Aim of the task:
Please return all the records exactly, with nothing left out.

┌──

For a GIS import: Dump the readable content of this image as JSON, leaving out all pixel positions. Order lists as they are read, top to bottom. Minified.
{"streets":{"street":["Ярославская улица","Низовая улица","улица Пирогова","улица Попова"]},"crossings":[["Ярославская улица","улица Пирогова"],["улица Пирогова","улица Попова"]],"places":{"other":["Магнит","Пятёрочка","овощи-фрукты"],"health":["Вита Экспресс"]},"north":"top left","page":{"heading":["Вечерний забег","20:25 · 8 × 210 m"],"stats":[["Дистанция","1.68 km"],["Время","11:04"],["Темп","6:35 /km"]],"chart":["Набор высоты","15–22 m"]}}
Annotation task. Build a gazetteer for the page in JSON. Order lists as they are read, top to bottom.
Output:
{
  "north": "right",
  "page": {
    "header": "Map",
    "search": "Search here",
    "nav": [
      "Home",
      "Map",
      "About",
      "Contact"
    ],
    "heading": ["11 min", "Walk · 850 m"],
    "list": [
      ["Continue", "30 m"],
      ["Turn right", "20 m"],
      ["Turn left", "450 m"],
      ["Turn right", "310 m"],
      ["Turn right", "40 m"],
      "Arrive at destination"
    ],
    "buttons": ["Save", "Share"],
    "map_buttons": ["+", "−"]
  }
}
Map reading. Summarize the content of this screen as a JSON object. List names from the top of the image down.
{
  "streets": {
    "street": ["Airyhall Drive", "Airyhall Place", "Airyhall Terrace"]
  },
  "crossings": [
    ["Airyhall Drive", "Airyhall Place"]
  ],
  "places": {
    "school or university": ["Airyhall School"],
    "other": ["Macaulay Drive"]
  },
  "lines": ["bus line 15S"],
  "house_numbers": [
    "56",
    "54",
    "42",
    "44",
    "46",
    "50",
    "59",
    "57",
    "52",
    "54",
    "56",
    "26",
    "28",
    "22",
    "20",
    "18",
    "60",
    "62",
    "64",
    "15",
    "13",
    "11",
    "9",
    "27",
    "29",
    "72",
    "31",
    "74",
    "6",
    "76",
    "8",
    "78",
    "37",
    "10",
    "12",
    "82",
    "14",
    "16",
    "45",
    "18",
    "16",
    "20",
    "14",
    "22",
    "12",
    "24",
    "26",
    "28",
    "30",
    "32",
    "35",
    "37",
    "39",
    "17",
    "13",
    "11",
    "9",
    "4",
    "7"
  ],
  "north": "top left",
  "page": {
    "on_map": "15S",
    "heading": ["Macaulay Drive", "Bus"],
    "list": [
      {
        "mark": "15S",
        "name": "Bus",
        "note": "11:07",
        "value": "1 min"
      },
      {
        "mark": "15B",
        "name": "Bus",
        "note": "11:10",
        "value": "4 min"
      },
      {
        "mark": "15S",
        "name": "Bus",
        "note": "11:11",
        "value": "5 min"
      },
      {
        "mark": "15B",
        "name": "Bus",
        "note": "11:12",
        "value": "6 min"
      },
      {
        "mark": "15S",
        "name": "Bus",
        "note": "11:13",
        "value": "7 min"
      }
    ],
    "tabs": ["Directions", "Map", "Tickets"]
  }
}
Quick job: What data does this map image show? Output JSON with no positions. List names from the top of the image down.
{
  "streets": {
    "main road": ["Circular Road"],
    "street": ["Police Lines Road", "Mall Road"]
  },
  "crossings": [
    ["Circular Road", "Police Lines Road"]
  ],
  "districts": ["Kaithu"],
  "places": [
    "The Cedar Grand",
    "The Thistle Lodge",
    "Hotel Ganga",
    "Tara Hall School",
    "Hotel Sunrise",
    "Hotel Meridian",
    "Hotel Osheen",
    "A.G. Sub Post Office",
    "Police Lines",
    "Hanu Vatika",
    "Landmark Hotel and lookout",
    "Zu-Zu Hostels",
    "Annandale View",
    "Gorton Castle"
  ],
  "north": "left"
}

└──

Expected answer:
For a GIS import: Dump the readable content of this image as JSON, leaving out all pixel positions. Order lists as they are read, top to bottom. Minified.
{"streets":{"street":["Ярославская улица","Низовая улица","улица Пирогова","улица Попова"]},"crossings":[["Ярославская улица","улица Пирогова"],["улица Пирогова","улица Попова"]],"places":{"other":["Магнит","Пятёрочка","овощи-фрукты"],"health":["Вита Экспресс"]},"north":"top left","page":{"heading":["Вечерний забег","20:25 · 8 × 210 m"],"stats":[["Дистанция","1.68 km"],["Время","11:04"],["Темп","6:35 /km"]],"chart":["Набор высоты","15–22 m"]}}
Annotation task. Build a gazetteer for the page in JSON. Order lists as they are read, top to bottom.
Output:
{
  "north": "right",
  "page": {
    "header": "Map",
    "search": "Search here",
    "nav": [
      "Home",
      "Map",
      "About",
      "Contact"
    ],
    "heading": ["11 min", "Walk · 850 m"],
    "list": [
      ["Continue", "30 m"],
      ["Turn right", "20 m"],
      ["Turn left", "450 m"],
      ["Turn right", "310 m"],
      ["Turn right", "40 m"],
      "Arrive at destination"
    ],
    "buttons": ["Save", "Share"],
    "map_buttons": ["+", "−"]
  }
}
Map reading. Summarize the content of this screen as a JSON object. List names from the top of the image down.
{
  "streets": {
    "street": ["Airyhall Drive", "Airyhall Place", "Airyhall Terrace"]
  },
  "crossings": [
    ["Airyhall Drive", "Airyhall Place"]
  ],
  "places": {
    "school or university": ["Airyhall School"],
    "other": ["Macaulay Drive"]
  },
  "lines": ["bus line 15S"],
  "house_numbers": [
    "56",
    "54",
    "42",
    "44",
    "46",
    "50",
    "59",
    "57",
    "52",
    "54",
    "56",
    "26",
    "28",
    "22",
    "20",
    "18",
    "60",
    "62",
    "64",
    "15",
    "13",
    "11",
    "9",
    "27",
    "29",
    "72",
    "31",
    "74",
    "6",
    "76",
    "8",
    "78",
    "37",
    "10",
    "12",
    "82",
    "14",
    "16",
    "45",
    "18",
    "16",
    "20",
    "14",
    "22",
    "12",
    "24",
    "26",
    "28",
    "30",
    "32",
    "35",
    "37",
    "39",
    "17",
    "13",
    "11",
    "9",
    "4",
    "7"
  ],
  "north": "top left",
  "page": {
    "on_map": "15S",
    "heading": ["Macaulay Drive", "Bus"],
    "list": [
      {
        "mark": "15S",
        "name": "Bus",
        "note": "11:07",
        "value": "1 min"
      },
      {
        "mark": "15B",
        "name": "Bus",
        "note": "11:10",
        "value": "4 min"
      },
      {
        "mark": "15S",
        "name": "Bus",
        "note": "11:11",
        "value": "5 min"
      },
      {
        "mark": "15B",
        "name": "Bus",
        "note": "11:12",
        "value": "6 min"
      },
      {
        "mark": "15S",
        "name": "Bus",
        "note": "11:13",
        "value": "7 min"
      }
    ],
    "tabs": ["Directions", "Map", "Tickets"]
  }
}
Quick job: What data does this map image show? Output JSON with no positions. List names from the top of the image down.
{
  "streets": {
    "main road": ["Circular Road"],
    "street": ["Police Lines Road", "Mall Road"]
  },
  "crossings": [
    ["Circular Road", "Police Lines Road"]
  ],
  "districts": ["Kaithu"],
  "places": [
    "The Cedar Grand",
    "The Thistle Lodge",
    "Hotel Ganga",
    "Tara Hall School",
    "Hotel Sunrise",
    "Hotel Meridian",
    "Hotel Osheen",
    "A.G. Sub Post Office",
    "Police Lines",
    "Hanu Vatika",
    "Landmark Hotel and lookout",
    "Zu-Zu Hostels",
    "Annandale View",
    "Gorton Castle"
  ],
  "north": "left"
}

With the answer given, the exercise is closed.